> **Input for this task**
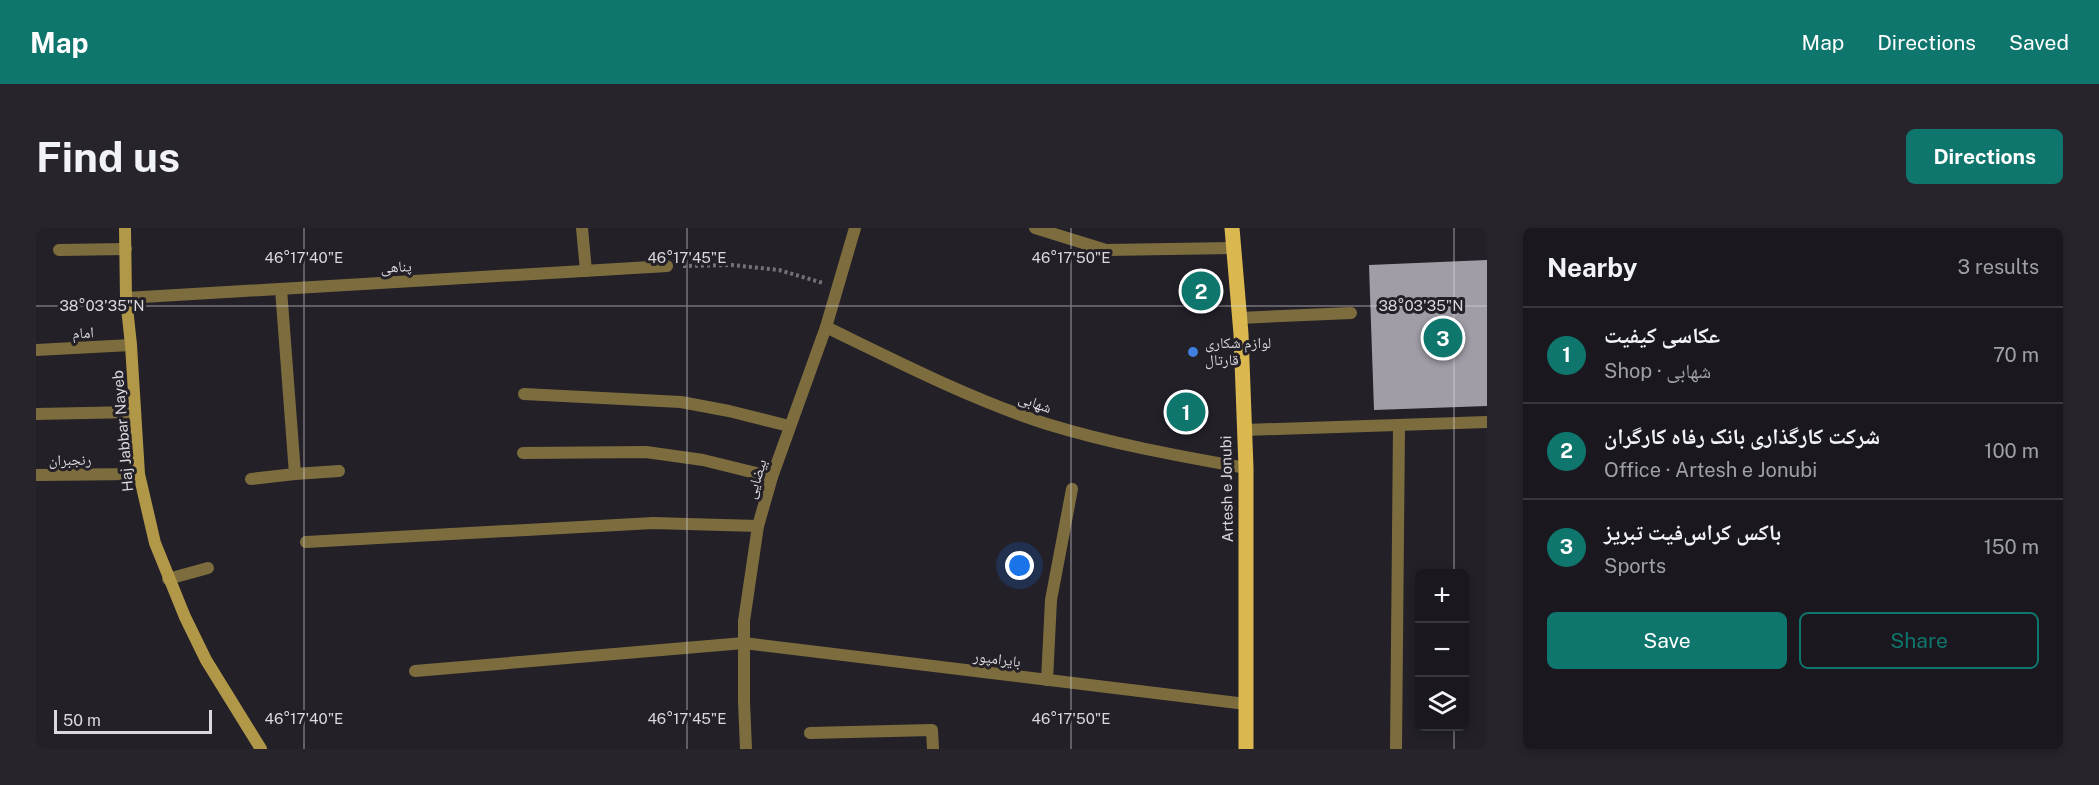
<!DOCTYPE html>
<meta charset="utf-8">
<style>
:root{--surface:#1a181e;--page:#27252b;--text:#f1f3f6;--muted:#9fa0a4;--line:#38373c;--accent:#0f766e}
body{margin:0;font-family:"Public Sans","Noto Naskh Arabic",sans-serif;background:var(--page);color:var(--text)}
.controls{position:absolute;right:18px;bottom:18px;display:grid;overflow:hidden;border-radius:9px;box-shadow:0 3px 9px #0003}
.controls button{width:54px;height:54px;display:grid;place-items:center;padding:0;border:0;border-bottom:2px solid var(--line);background:var(--surface);color:var(--text);font:30px sans-serif}
.scale{position:absolute;left:18px;bottom:15px;width:158px;box-sizing:border-box;padding-left:6px;border:3px solid #dbd9de;border-top:0;font-size:16px;line-height:21px;white-space:nowrap;color:#dbd9de;-webkit-text-stroke:4px #232028;paint-order:stroke}
.you{position:absolute;left:984px;top:338px;width:21px;height:21px;margin:-15px;border:4px solid #fff;border-radius:50%;background:#1a73e8;box-shadow:0 0 0 9px #1a73e833}
.badge{display:grid;place-items:center;width:39px;height:39px;border-radius:50%;background:var(--accent);color:#fff;font-size:20px;font-weight:700}
.pin{position:absolute;translate:-50% -50%;border:3px solid #fff;box-shadow:0 2px 6px #0006}
.list{margin:0;padding:0;list-style:none}
h2{display:flex;justify-content:space-between;align-items:center;height:78px;margin:0;padding:0 24px;font-size:26px}
h2 small{font-size:20px;font-weight:400;color:var(--muted)}
.list li{display:grid;grid-template-columns:39px 1fr auto;gap:18px;align-items:center;box-sizing:border-box;height:96px;padding:0 24px;border-top:2px solid var(--line)}
.list b{display:block;font-size:22px;white-space:nowrap}
.list p{margin:0;font-size:20px;white-space:nowrap;color:var(--muted)}
.list em{font-size:20px;font-style:normal;color:var(--muted)}
.actions{display:flex;gap:12px;padding:18px 24px}
.actions a{flex:1;padding:14px 0;border:2px solid var(--accent);border-radius:9px;text-align:center;font-size:21px;color:var(--accent)}
.actions .main{background:var(--accent);color:#fff}
.icon{flex:none;width:33px;height:33px;fill:none;stroke:currentColor;stroke-width:2;stroke-linecap:round;stroke-linejoin:round}
.map{position:relative;flex:none;width:1451px;height:521px;overflow:hidden;border-radius:9px}
header{display:flex;align-items:center;gap:36px;box-sizing:border-box;height:84px;padding:0 30px;background:var(--accent);color:#fff}
header strong{font-size:28px}
nav{display:flex;gap:33px;margin-inline-start:auto;font-size:21px}
.intro{display:flex;align-items:center;justify-content:space-between;box-sizing:border-box;height:144px;padding:0 36px}
h1{margin:0;font-size:42px}
.button{padding:15px 27px;border-radius:9px;background:var(--accent);color:#fff;font-size:21px;font-weight:700}
main{display:flex;gap:36px;padding:0 36px}
aside{flex:1;background:var(--surface);border-radius:9px;box-shadow:0 3px 9px #0003}
.map>svg:first-child{display:block}
.building{fill:#a19da7}
.lines{fill:none;stroke-linecap:round;stroke-linejoin:round}
.path{stroke:#737077;stroke-width:4;stroke-dasharray:3 3;stroke-linecap:butt}
.lane{stroke:#7d6d3e;stroke-width:12}
.street{stroke:#7d6d3e;stroke-width:12}
.secondary{stroke:#b19748;stroke-width:12}
.primary{stroke:#dab84f;stroke-width:15}
.ticks{fill:none;stroke:#dbd9de;stroke-width:1.5;stroke-opacity:0.45}
.shop-dot{fill:#3f7fe0;stroke:#232028;stroke-width:2}
.labels{text-anchor:middle;stroke-width:6;stroke-linejoin:round;paint-order:stroke}
.street-label{font-size:15px;fill:#dbd9de;stroke:#232028}
.poi-label{font-size:15px;fill:#dbd9de;stroke:#232028;text-anchor:start}
.ticks-label{font-size:15px;text-anchor:middle;fill:#dbd9de;stroke:#232028;stroke-width:6;stroke-linejoin:round;paint-order:stroke}
</style>
<header>
<strong>Map</strong>
<nav><a>Map</a><a>Directions</a><a>Saved</a></nav>
</header>
<div class="intro"><h1>Find us</h1><a class="button">Directions</a></div>
<main>
<div class="map">
<svg width="1451" height="521" viewBox="0 0 1451 521">
<rect width="100%" height="100%" fill="#232028"/>
<polygon class="building" points="1451,32 1451,178 1338,182 1333,37"/>
<g class="lines">
<polyline class="path" points="647,38 696,37 743,42 787,55"/>
<g class="lane">
<polyline points="23,22 90,21"/>
<polyline points="1203,90 1315,85"/>
<polyline points="1209,202 1451,194"/>
<polyline points="1011,452 1015,372 1036,261"/>
<polyline points="1360,521 1363,198"/>
</g>
<g class="street">
<polyline points="546,0 550,43"/>
<polyline points="999,0 1070,22 1197,20"/>
<polyline points="90,70 631,38"/>
<path d="M790,99C860,133 936,172 1011,196C1076,216 1143,228 1210,240"/>
<polyline points="0,122 95,117"/>
<polyline points="488,166 645,174 693,183 753,198"/>
<polyline points="0,186 99,184"/>
<polyline points="487,225 610,224 667,232 736,249"/>
<polyline points="259,246 303,243"/>
<polyline points="0,247 103,246"/>
<polyline points="215,251 259,246 245,61"/>
<polyline points="270,314 617,295 722,298"/>
<polyline points="132,351 172,340"/>
<polyline points="379,443 708,415 1210,476"/>
<polyline points="774,505 896,502 897,521"/>
<polyline points="710,521 708,473 708,393 722,298 736,249 790,99 819,0"/>
</g>
<polyline class="secondary" points="89,0 90,70 95,117 103,246 119,315 149,389 170,432 225,521"/>
<polyline class="primary" points="1196,0 1205,106 1210,240 1210,521"/>
</g>
<path class="ticks" d="M268,0V521M651,0V521M1035,0V521M1418,0V346M0,78H1451M1418,499V521"/>
<circle class="shop-dot" cx="1157" cy="124" r="6"/>
<g class="labels">
<g class="street-label">
<text transform="translate(360 39) rotate(-3)" y="5">پناهی</text>
<text transform="translate(47 105) rotate(-3)" y="5">امام</text>
<text transform="translate(999 175) rotate(20)" y="5">شهابی</text>
<text transform="translate(87 203) rotate(-95)" y="5">Haj Jabbar Nayeb</text>
<text transform="translate(34 232) rotate(-1)" y="5">رنجبران</text>
<text transform="translate(720 251) rotate(-73)" y="5">بیضایی</text>
<text transform="translate(1191 261) rotate(-91)" y="5">Artesh e Jonubi</text>
<text transform="translate(961 431) rotate(7)" y="5">بایرامپور</text>
</g>
<g class="poi-label">
<text x="1169" y="120">لوازم شکاری<tspan x="1169" dy="17">قارتال</tspan></text>
</g>
</g>
<g class="ticks-label">
<text x="268" y="35">46°17'40"E</text>
<text x="651" y="35">46°17'45"E</text>
<text x="1035" y="35">46°17'50"E</text>
<text x="66" y="83">38°03'35"N</text>
<text x="1385" y="83">38°03'35"N</text>
<text x="268" y="496">46°17'40"E</text>
<text x="651" y="496">46°17'45"E</text>
<text x="1035" y="496">46°17'50"E</text>
</g>
</svg>
<div class="controls">
<button>+</button>
<button>−</button>
<button><svg class="icon" aria-label="layers" viewBox="0 0 24 24"><path d="M12 4l9 5-9 5-9-5zM3 14l9 5 9-5"/></svg></button>
</div>
<div class="scale">50 m</div>
<div class="you"></div>
<div class="pin badge" style="left:1150px;top:184px">1</div>
<div class="pin badge" style="left:1165px;top:63px">2</div>
<div class="pin badge" style="left:1407px;top:110px">3</div>
</div>
<aside>
<h2>Nearby<small>3 results</small></h2>
<ul class="list">
<li><span class="badge">1</span><div><b>عکاسی کیفیت</b><p>Shop · شهابی</p></div><em>70 m</em></li>
<li><span class="badge">2</span><div><b>شرکت کارگذاری بانک رفاه کارگران</b><p>Office · Artesh e Jonubi</p></div><em>100 m</em></li>
<li><span class="badge">3</span><div><b>باکس کراس‌فیت تبریز</b><p>Sports</p></div><em>150 m</em></li>
</ul>
<div class="actions"><a class="main">Save</a><a>Share</a></div>
</aside>
</main>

> **What to work on**
Determine the number of lines in the records that contain the word "position", and provide that number alone.

> **Result**
5